With the scenario that you laid out (ie. 5% and 10% loans), it makes no sense at all. The problem is, when you're in trouble the rates are never 5% or 10%.
Getting behind on credit cards sucks and is really hard to recover from. The problem with multiple accounts is that as the banks tack on fees and raise your interest rate to the default rate (usually 30%) when you give them any excuse (late payment, over the limit, etc). The banks will also cut your credit lines as you make payments, making it more likely that you will bump over the limit and be back in "default" status.
One payment, even at a slightly higher rate is preferable when you're deep in the hole because you can actually pay enough to hit principal. If you have assets like a house, you'll get a much better rate as well. In a scenario where you're paying 22-25% interest, your minimum payment will be $150-200 a month, and that is mostly interest and penalty. "One big loan" will usually result in a smaller payment, and you don't end up in a situation where the banks are jockeying for position so they get paid first.

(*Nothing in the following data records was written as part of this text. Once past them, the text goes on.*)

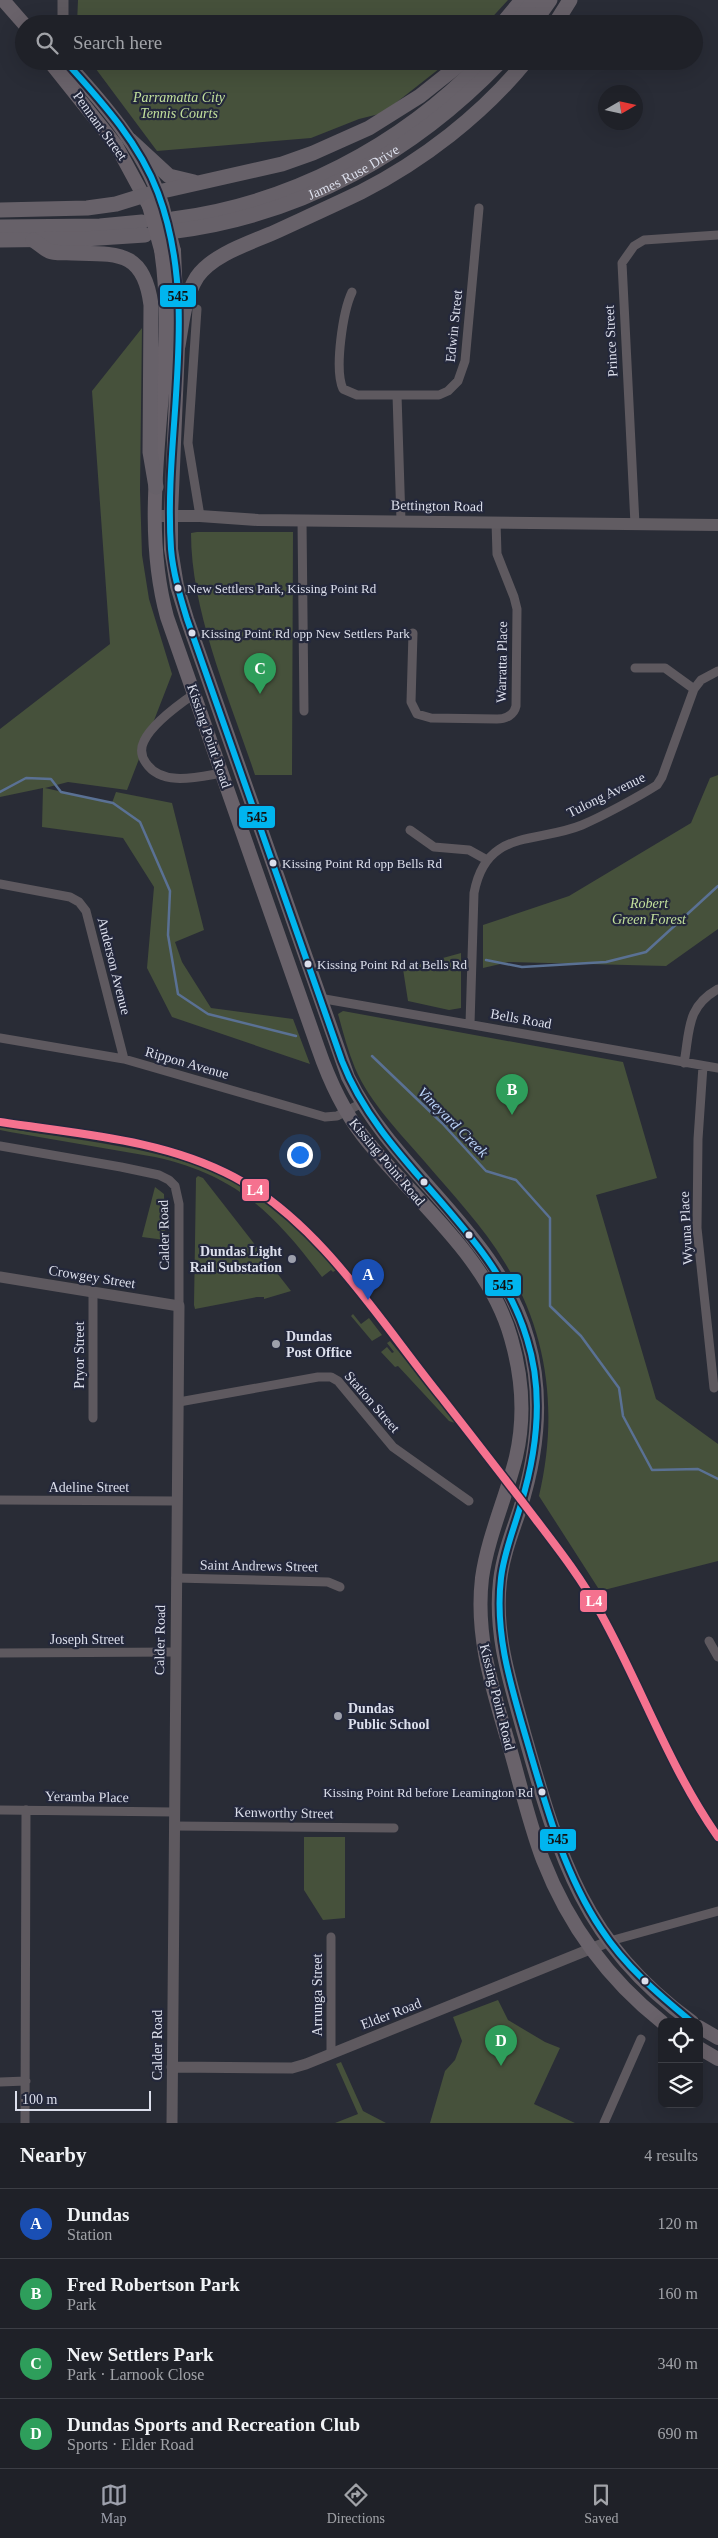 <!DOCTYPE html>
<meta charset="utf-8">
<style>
body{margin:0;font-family:Georgia,serif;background:#272930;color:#f1f3f6}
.controls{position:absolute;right:15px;bottom:15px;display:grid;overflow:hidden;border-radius:10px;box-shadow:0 5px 20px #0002}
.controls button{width:45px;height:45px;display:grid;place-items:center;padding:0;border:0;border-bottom:1px solid #3c3e45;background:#1f2128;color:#f1f3f6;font:25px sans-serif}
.compass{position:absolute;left:598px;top:85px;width:45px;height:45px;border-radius:50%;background:#1f2128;box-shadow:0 5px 20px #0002;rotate:81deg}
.scale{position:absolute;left:15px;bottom:12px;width:136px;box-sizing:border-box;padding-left:5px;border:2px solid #dcdfec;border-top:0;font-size:14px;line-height:18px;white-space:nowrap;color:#dcdfec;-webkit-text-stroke:4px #24283b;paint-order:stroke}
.you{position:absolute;left:299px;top:1154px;width:18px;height:18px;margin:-12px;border:4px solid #fff;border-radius:50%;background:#1a73e8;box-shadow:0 0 0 8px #1a73e833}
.badge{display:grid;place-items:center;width:32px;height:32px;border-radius:50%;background:#9da0ac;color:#fff;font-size:16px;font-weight:700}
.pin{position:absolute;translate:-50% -41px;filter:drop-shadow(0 1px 2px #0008)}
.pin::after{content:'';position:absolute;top:26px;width:18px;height:15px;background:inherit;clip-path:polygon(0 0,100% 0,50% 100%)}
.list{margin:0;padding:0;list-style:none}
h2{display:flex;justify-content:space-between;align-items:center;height:65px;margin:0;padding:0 20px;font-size:21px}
h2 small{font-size:16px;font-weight:400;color:#a1a3a8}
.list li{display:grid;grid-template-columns:32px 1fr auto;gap:15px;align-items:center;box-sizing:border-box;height:70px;padding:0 20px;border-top:1px solid #3c3e45}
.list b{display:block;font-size:19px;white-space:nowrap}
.list p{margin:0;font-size:16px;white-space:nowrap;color:#a1a3a8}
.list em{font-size:16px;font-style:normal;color:#a1a3a8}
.icon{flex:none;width:28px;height:28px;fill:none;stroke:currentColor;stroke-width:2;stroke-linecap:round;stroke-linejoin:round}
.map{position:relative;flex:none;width:718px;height:2123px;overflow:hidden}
.search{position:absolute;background:#1f2128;box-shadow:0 5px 20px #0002;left:15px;right:15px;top:15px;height:55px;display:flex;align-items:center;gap:12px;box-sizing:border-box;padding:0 18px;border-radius:28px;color:#a1a3a8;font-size:19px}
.sheet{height:345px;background:#1f2128}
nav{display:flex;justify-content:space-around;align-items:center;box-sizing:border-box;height:70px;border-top:1px solid #3c3e45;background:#1f2128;font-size:14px;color:#a1a3a8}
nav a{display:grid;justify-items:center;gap:2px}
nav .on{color:#9da0ac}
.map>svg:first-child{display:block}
.green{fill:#46513b}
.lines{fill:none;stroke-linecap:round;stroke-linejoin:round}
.stream{stroke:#5a7194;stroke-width:2.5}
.minor{stroke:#5e595f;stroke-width:9}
.tertiary{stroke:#5e595f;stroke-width:11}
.secondary{stroke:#615c62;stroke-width:12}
.primary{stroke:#69626a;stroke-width:14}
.trunk{stroke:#676169;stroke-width:15}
.primary-bridge{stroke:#69626a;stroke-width:14}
.bus-1-casing{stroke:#24283b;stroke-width:10}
.bus-1{stroke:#00b5ef;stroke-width:6}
.rail-1-casing{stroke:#24283b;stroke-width:11}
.rail-1{stroke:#f5728f;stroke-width:8}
.bus-dot{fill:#dcdfec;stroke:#24283b;stroke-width:2}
.poi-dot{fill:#9da0ac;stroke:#24283b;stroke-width:2}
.labels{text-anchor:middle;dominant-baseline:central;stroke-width:4.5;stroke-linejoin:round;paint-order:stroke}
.bus-label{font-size:13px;fill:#dcdfec;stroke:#24283b;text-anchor:start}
.park-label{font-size:14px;font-style:italic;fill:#c2e09c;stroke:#24283b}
.street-label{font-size:14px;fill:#dcdfec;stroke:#24283b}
.poi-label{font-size:14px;font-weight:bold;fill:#dcdfec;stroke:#24283b;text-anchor:start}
.water-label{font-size:15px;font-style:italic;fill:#bcd5f9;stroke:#24283b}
.line-badge{stroke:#24283b;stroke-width:2}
.badge-label{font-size:14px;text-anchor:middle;font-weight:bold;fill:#fff}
.pale-badge-label{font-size:14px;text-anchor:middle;font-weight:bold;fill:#111}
</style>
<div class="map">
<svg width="718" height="2123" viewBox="0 0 718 2123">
<rect width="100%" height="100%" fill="#292c36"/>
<path class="green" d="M 78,0 L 508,0 L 486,24 L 77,24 Z
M 90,61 L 449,61 L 383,113 L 359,119 L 311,138 L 157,151 Z
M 142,328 L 140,490 L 142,555 L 149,599 L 172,674 L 127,790 L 68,782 L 45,788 L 112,803 L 116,792 L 172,803 L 204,930 L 175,942 L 182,962 L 211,1008 L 293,1019 L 310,1064 L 172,1017 L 147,968 L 154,887 L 123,838 L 42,827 L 43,788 L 0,797 L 0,729 L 110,644 L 92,391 Z
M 197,532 L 293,532 L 292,775 L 255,775 C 230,699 191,613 191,533 Z
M 718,775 L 718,929 L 666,966 L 509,962 L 483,968 L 483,925 L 569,896 L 691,823 L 710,778 Z
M 461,953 L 461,1008 L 449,1010 L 408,1001 L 403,969 Z
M 343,1011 L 623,1062 L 657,1178 L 596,1195 L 656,1399 L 718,1444 L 718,1561 L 600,1591 L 539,1496 C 558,1415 549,1335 505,1263 C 483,1226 452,1194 425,1162 C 400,1133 370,1103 355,1068 C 348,1051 343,1032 338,1014 Z
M 0,1127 C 70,1140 167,1147 229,1179 C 266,1197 296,1225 324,1254 L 327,1254 L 338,1269 L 333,1272 L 331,1270 L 322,1277 C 274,1213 236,1175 155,1157 L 10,1132 L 0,1130 Z
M 198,1176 L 203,1178 L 291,1291 L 264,1299 L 264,1297 L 257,1297 L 195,1309 L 194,1305 L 196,1178 Z
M 155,1187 L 164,1194 L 165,1240 L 142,1237 Z
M 353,1314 L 361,1324 L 369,1318 L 382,1335 L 372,1341 L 351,1316 Z
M 390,1341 L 458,1424 L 449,1421 L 398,1366 L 395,1367 L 381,1352 L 387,1347 L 392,1353 L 394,1352 L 387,1343 Z
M 304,1837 L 345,1837 L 345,1918 L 323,1920 L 304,1890 Z
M 498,2000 L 508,2020 L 545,2042 L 560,2048 L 534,2104 L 575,2123 L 430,2123 L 445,2071 L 455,2060 L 462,2041 L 453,2017 Z
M 341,2062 L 363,2111 L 386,2123 L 335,2123 L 358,2114 L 336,2064 Z"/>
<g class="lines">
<path class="stream" d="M 0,792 L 26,778 L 51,779 L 61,792 L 113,803 L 140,822 L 170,891 L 168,935 L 178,994 L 208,1014 L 296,1036
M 486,960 L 522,967 L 606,962 L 646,952 L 718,886
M 372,1056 L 442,1123 L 486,1171 L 516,1180 L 550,1218 L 550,1306 L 581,1336 L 619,1388 L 623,1416 L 652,1470 L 698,1469 L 718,1479"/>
<path class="minor" d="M 352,292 C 343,311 334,369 343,389 L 357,395 L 439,395 L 448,391 L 458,381 L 465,361 L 479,208
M 197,309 L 188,443 L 200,516
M 397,395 L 401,521
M 302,520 L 304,711
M 635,524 L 622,263 L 634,246 L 644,240 L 718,235
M 413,633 L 411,702 L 417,714 L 431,718 L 497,719 C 506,719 514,715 516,706 L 517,609 L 514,597 L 497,554 L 496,522
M 635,668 L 665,668 L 694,689
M 194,694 C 178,705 152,724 144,741 C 140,749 141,756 146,763 C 162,787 198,777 222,773
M 410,830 L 434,847 L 469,850 L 487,860
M 0,884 L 70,897 L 79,902 L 86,911 L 124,1059
M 319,998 L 718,1068
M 470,1024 L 474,893 C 486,828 536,844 582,825 C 603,816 638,797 657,785 L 662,777 L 694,689 L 701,680 L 718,671
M 0,1038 L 124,1059 L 325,1117 L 337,1116 L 362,1103
M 684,1063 C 690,1030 686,1007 718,989
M 703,1066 L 698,1139 L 697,1228 L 714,1388
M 0,1146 L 121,1167 L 159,1175 L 169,1180 L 175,1186 L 179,1204 L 179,1306
M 179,1402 L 318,1377 L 331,1377 L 338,1381 L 393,1447 L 469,1501
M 93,1418 L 93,1292
M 0,1500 L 177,1501
M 176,1578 L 328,1582 L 340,1587
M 709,1641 L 718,1657
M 0,1653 L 175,1652
M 0,1810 L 174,1812
M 174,1826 L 394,1828
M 610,1941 L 718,1911
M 331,2054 L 331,1937
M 0,2082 L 26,2081
M 25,2123 L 26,1810
M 604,2123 L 641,2039"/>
<path class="tertiary" d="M 63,24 L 63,0
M 0,1277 L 179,1306 L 172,2123
M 172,2067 L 292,2068 L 306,2064 L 610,1941"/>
<path class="secondary" d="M 155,516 L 200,516 L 258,520 L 718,525"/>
<path class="primary" d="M 3,0 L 24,24
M 49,61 L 116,145 L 149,206
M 65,61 C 103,103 142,147 161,201
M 161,250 C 180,371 134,496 167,617 L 318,1048 C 329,1080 342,1109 363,1136 C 413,1200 488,1256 511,1338 C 522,1376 525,1418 516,1457 C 506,1498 488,1536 482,1578 C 475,1637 493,1690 509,1745 C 520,1783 529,1823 543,1860 C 568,1924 609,1980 662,2022
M 174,251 L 178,346 L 171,515 L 171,549 L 177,586 L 187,619 L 348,1077 C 395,1173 499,1234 528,1340 C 544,1397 538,1453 520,1509 C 512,1533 503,1555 500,1581 C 494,1635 510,1681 524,1733 C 559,1856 583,1943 692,2022
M 699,2027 L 718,2038
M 699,2048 L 718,2059"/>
<g class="trunk">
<path d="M 502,24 L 522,0"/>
<path d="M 516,24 L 534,0"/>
<path d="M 533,24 L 550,0"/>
<path d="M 555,24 L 570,0"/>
<path d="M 130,140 L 169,176 L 194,182"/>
<path d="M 0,210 L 87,208 L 116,204 L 145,195 L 282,164 L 313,153 L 369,128 L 420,96 L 464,61"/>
<path d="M 173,219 C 290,204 401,146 483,61"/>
<path d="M 0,227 L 100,226 L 142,222"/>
<path id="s1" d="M 176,231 C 302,215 414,152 501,61"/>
<path d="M 0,240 L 84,239 L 145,235"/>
<path d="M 33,240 C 38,243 44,249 49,251 C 56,254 66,252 73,253 C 119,254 144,251 151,305 L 150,452 L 156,487"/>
<path d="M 178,346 C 182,323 184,298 197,277 C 213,254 250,243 275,232 C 303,219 332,206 361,192 C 422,161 482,115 526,61"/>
</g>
<path class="primary-bridge" d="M 162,204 L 174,251
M 149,206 L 161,250"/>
<g class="bus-1-casing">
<path id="bus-1" d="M 65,61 C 101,101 139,142 158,193 C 201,309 163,430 171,549 C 173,573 180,596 187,619 L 342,1061 C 383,1167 494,1227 527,1339 C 544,1393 537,1451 521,1504 C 514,1529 504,1552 501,1578 C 494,1637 513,1692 529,1748 C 547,1810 565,1875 601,1929 C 625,1966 658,1994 692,2022"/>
</g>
<use href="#bus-1" class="bus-1"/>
<g class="rail-1-casing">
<path id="rail-1" d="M 0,1122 C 78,1134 163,1139 234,1177 C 321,1223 381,1323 442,1398 C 474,1439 506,1480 537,1521 C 560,1551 583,1581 601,1614 C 642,1688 669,1767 718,1837"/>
</g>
<use href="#rail-1" class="rail-1"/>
</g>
<g class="bus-dot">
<circle cx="178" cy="588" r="4.5"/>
<circle cx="192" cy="633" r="4.5"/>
<circle cx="273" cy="863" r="4.5"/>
<circle cx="308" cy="964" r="4.5"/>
<circle cx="424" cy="1182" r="4.5"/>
<circle cx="469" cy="1235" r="4.5"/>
<circle cx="542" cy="1792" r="4.5"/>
<circle cx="645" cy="1981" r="4.5"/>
</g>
<g class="poi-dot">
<circle cx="292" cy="1259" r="5"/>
<circle cx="276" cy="1344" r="5"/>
<circle cx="338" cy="1716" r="5"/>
</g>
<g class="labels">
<g class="bus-label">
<text x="187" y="588">New Settlers Park, Kissing Point Rd</text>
<text x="201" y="633">Kissing Point Rd opp New Settlers Park</text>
<text x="282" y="863">Kissing Point Rd opp Bells Rd</text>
<text x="317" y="964">Kissing Point Rd at Bells Rd</text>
<text x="533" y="1792" text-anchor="end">Kissing Point Rd before Leamington Rd</text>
</g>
<g class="park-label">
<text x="179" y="97">Parramatta City<tspan x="179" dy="16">Tennis Courts</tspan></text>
<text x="649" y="903">Robert<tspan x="649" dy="16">Green Forest</tspan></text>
</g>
<g class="street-label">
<text transform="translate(100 126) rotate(54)">Pennant Street</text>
<text stroke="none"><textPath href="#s1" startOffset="188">James Ruse Drive</textPath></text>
<text transform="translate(454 326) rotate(-84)">Edwin Street</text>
<text transform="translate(611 341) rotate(-93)">Prince Street</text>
<text transform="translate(437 506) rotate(1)">Bettington Road</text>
<text transform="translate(502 662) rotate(-89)">Warratta Place</text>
<text transform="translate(209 736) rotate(71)">Kissing Point Road</text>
<text transform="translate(606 795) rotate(-26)">Tulong Avenue</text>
<text transform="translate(114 966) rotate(76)">Anderson Avenue</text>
<text transform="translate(521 1019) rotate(10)">Bells Road</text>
<text transform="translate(187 1063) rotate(16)">Rippon Avenue</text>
<text transform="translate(387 1162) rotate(50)">Kissing Point Road</text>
<text transform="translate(686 1228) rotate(-93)">Wyuna Place</text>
<text transform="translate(164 1235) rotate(-91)">Calder Road</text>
<text transform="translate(92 1277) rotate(9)">Crowgey Street</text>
<text transform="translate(79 1355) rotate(-90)">Pryor Street</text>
<text transform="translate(372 1402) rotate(49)">Station Street</text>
<text x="89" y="1487">Adeline Street</text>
<text transform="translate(259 1566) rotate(1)">Saint Andrews Street</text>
<text x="87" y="1639">Joseph Street</text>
<text transform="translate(160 1640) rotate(-89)">Calder Road</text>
<text transform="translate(497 1697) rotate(76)">Kissing Point Road</text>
<text transform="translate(87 1797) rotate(1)">Yeramba Place</text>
<text transform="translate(284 1813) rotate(1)">Kenworthy Street</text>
<text transform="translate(317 1995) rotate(-90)">Arrunga Street</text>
<text transform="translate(391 2014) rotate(-21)">Elder Road</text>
<text transform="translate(157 2045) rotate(-90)">Calder Road</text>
</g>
<g class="poi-label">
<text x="282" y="1251" text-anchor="end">Dundas Light<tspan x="282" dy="16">Rail Substation</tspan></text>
<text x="286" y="1336">Dundas<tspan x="286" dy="16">Post Office</tspan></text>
<text x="348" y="1708">Dundas<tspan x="348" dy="16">Public School</tspan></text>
</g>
<g class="water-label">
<text transform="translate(453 1122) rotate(45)">Vineyard Creek</text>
</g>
</g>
<g class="line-badge">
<rect x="159" y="284" width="38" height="24" rx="5" fill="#00b5ef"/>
<rect x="238" y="805" width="38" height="24" rx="5" fill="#00b5ef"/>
<rect x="241" y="1178" width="29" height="24" rx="5" fill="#f5728f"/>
<rect x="484" y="1273" width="38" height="24" rx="5" fill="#00b5ef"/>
<rect x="579" y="1589" width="29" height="24" rx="5" fill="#f5728f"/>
<rect x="539" y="1828" width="38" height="24" rx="5" fill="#00b5ef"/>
</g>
<g class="badge-label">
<text x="255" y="1195">L4</text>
<text x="594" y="1606">L4</text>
</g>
<g class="pale-badge-label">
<text x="178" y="301">545</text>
<text x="257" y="822">545</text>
<text x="503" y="1290">545</text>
<text x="558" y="1844">545</text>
</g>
</svg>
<div class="controls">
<button><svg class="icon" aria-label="locate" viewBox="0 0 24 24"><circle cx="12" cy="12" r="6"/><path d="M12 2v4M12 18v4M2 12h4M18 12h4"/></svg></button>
<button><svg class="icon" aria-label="layers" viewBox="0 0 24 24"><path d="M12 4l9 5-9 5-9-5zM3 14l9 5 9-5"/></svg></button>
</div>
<svg class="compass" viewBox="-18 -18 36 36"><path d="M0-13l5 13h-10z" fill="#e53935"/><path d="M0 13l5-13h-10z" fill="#a1a3a8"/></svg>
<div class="scale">100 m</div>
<div class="you"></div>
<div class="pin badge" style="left:368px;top:1300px;background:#1a4fb4">A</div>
<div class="pin badge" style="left:512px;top:1115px;background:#2e9e5b">B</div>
<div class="pin badge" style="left:260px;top:694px;background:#2e9e5b">C</div>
<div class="pin badge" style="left:501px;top:2066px;background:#2e9e5b">D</div>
<div class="search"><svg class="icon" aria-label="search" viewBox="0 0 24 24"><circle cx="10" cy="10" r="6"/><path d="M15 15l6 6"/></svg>Search here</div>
</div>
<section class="sheet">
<h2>Nearby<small>4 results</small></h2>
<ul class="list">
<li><span class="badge" style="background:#1a4fb4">A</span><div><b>Dundas</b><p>Station</p></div><em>120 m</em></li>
<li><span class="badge" style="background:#2e9e5b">B</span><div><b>Fred Robertson Park</b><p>Park</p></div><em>160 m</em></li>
<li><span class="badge" style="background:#2e9e5b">C</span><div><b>New Settlers Park</b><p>Park · Larnook Close</p></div><em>340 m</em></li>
<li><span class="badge" style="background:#2e9e5b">D</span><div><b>Dundas Sports and Recreation Club</b><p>Sports · Elder Road</p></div><em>690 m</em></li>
</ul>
</section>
<nav>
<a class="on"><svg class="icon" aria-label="map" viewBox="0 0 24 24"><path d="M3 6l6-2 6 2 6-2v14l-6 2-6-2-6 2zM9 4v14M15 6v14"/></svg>Map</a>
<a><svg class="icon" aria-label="directions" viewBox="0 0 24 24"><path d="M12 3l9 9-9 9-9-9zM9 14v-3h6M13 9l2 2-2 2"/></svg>Directions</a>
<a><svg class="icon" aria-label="saved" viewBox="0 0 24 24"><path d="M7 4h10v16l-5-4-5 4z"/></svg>Saved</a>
</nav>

The danger of consolidation is that you'll stop triggering defaults and keep making your payments, so your credit score will improve. Then the vultures will start circling and offering you more credit cards.
EDIT: Mea Culpa.
I wrote this based on experiences of close friends whom I've helped out over the years, not realizing how the law changed in 2009.
Back around 2004, a single late payment would trigger universal default on most cards, jacking all rates up to 30% and slashing credit lines, resulting in over the limit and other fees. Credit card banks generally apply payments (in order, to interest on penalties, penalties, interest on principal, principal) in a way that makes it very difficult to pay down principal for people deep in debt. They would also offer "payment plans" to entice you to pay Bank B vs. Bank A, which would trigger overlimit fees from Bank A.
Another change is that minimum payments were generally 2% of statement balance, which often didn't cover the monthly finance charge. The new law changed that, resulting in a payment of 1% of balance + accrued interest.
Under the old regime, consolidation made it less likely that various circumstances would trigger default, and gave the struggling debtor one throat to choke. With the new rules, there are definitely a smaller number of scenarios where consolidation actually makes sense.